[Data items]
┌──
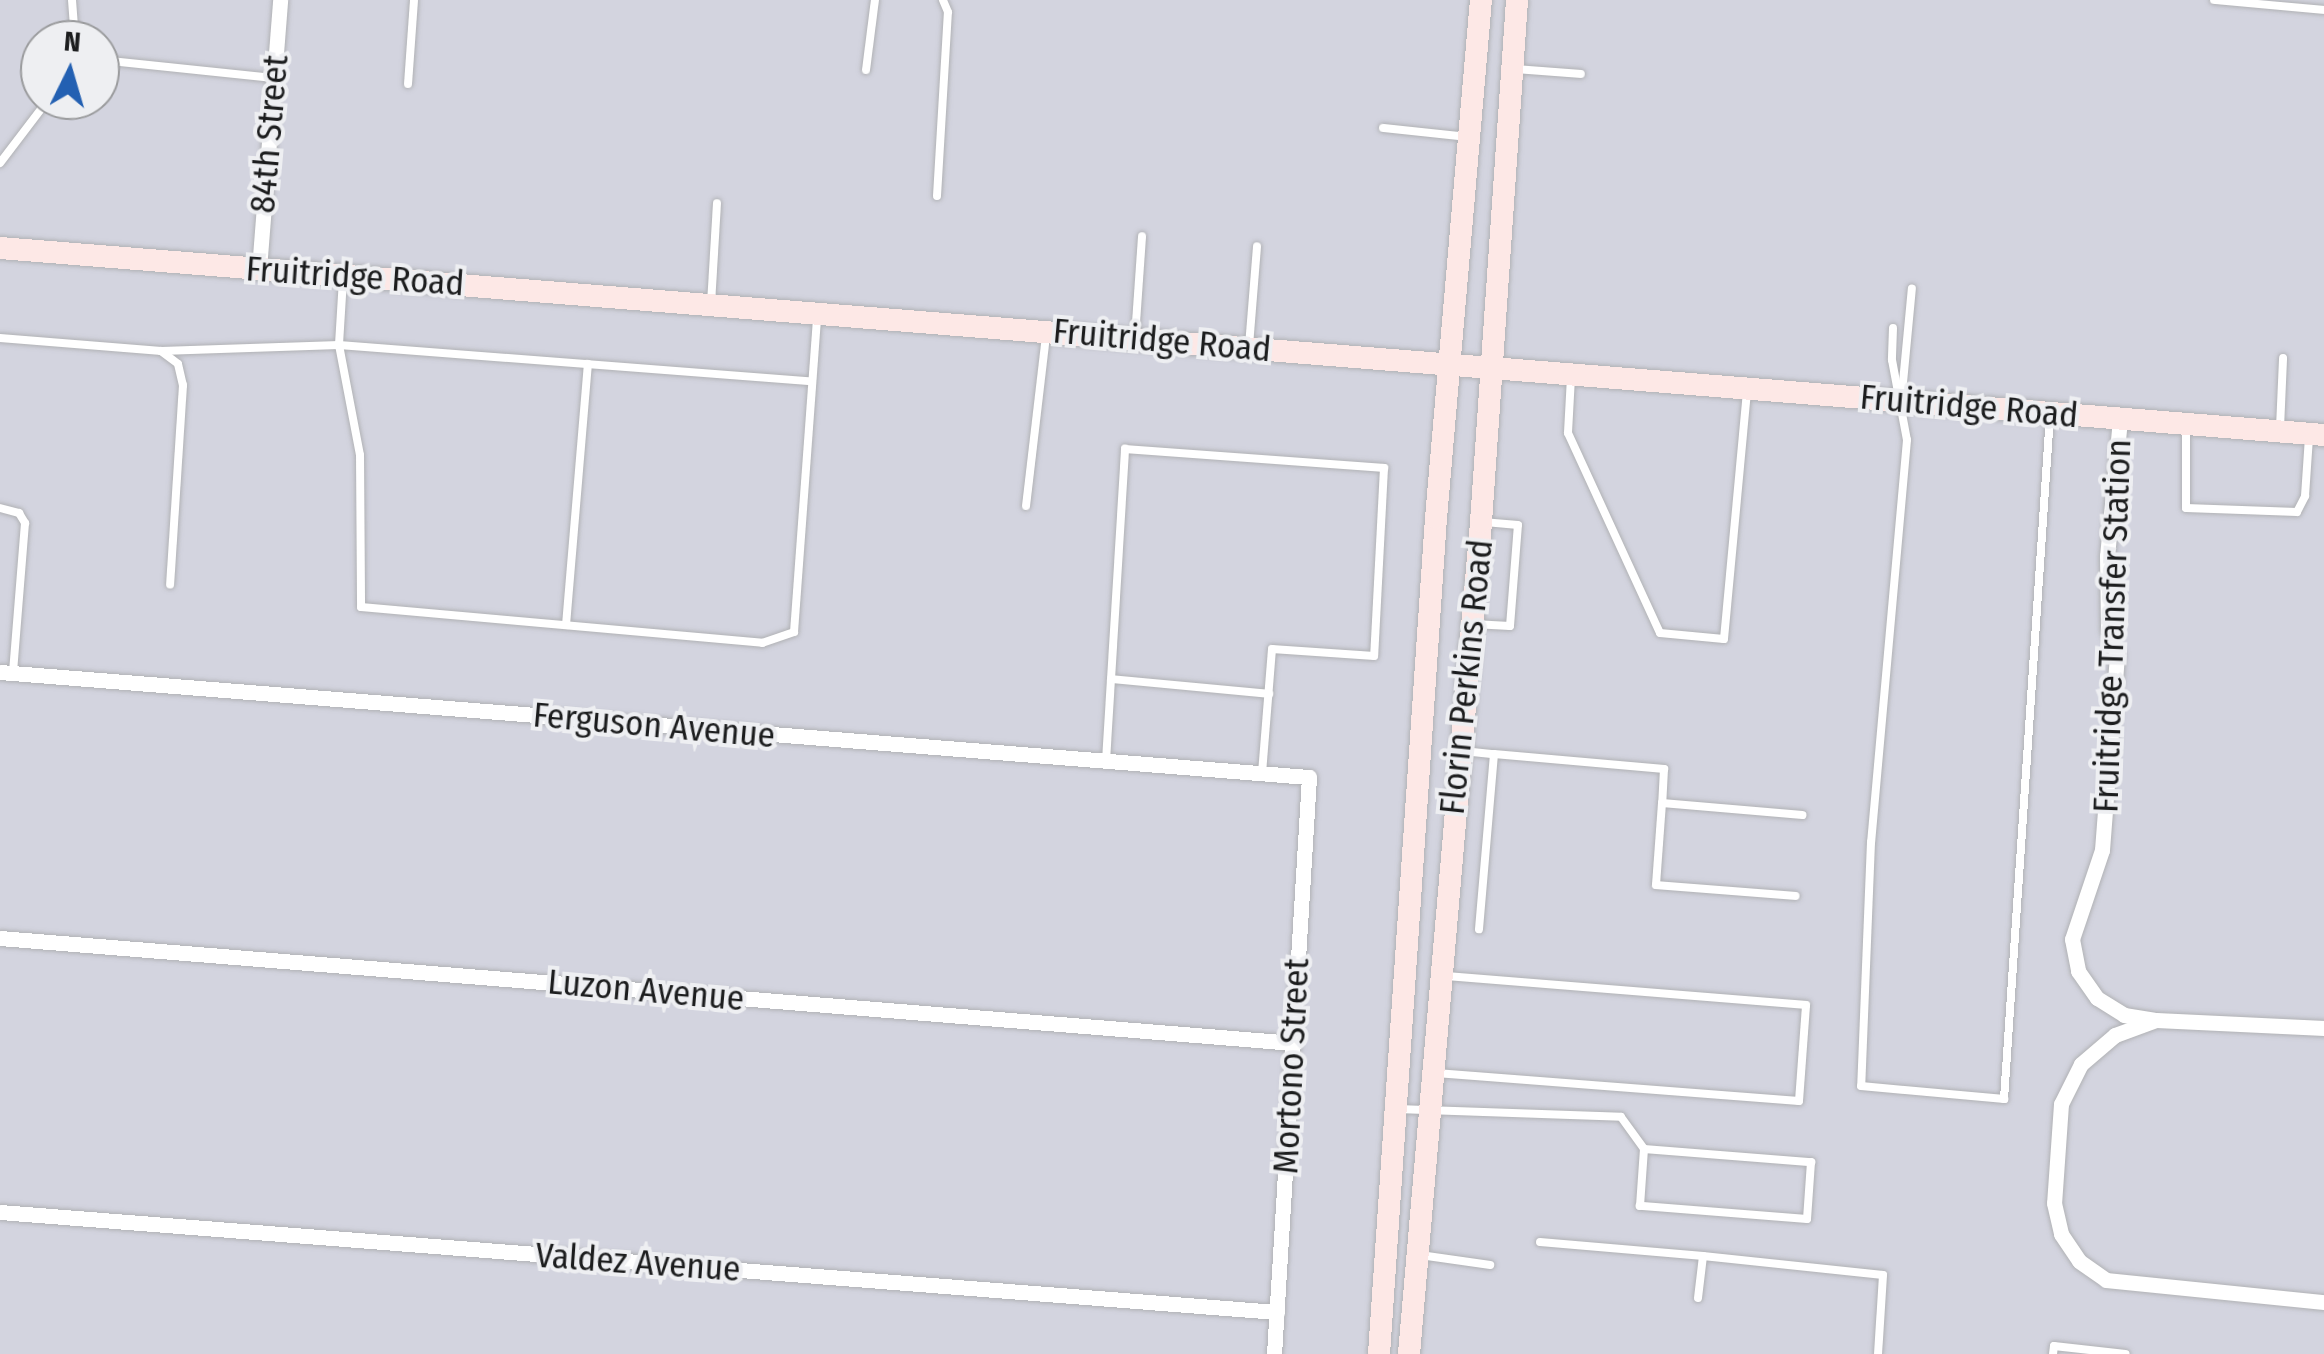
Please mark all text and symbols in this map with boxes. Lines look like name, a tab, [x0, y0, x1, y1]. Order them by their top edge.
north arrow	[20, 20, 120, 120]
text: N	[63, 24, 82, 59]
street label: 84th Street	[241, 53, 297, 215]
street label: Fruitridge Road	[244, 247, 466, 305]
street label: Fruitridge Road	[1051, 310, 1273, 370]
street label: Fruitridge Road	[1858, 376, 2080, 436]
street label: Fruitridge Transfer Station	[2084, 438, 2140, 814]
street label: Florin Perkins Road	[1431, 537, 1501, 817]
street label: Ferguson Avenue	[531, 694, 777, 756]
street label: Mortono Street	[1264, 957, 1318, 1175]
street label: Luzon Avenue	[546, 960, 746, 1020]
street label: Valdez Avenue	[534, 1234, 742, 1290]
└──
▸ **Instructions for the task**
The records above must all be output exactly. Omit the images.

▸ **Reply**
Please mark all text and symbols in this map with boxes. Lines look like name, a tab, [x0, y0, x1, y1]. Order them by their top edge.
north arrow	[20, 20, 120, 120]
text: N	[63, 24, 82, 59]
street label: 84th Street	[241, 53, 297, 215]
street label: Fruitridge Road	[244, 247, 466, 305]
street label: Fruitridge Road	[1051, 310, 1273, 370]
street label: Fruitridge Road	[1858, 376, 2080, 436]
street label: Fruitridge Transfer Station	[2084, 438, 2140, 814]
street label: Florin Perkins Road	[1431, 537, 1501, 817]
street label: Ferguson Avenue	[531, 694, 777, 756]
street label: Mortono Street	[1264, 957, 1318, 1175]
street label: Luzon Avenue	[546, 960, 746, 1020]
street label: Valdez Avenue	[534, 1234, 742, 1290]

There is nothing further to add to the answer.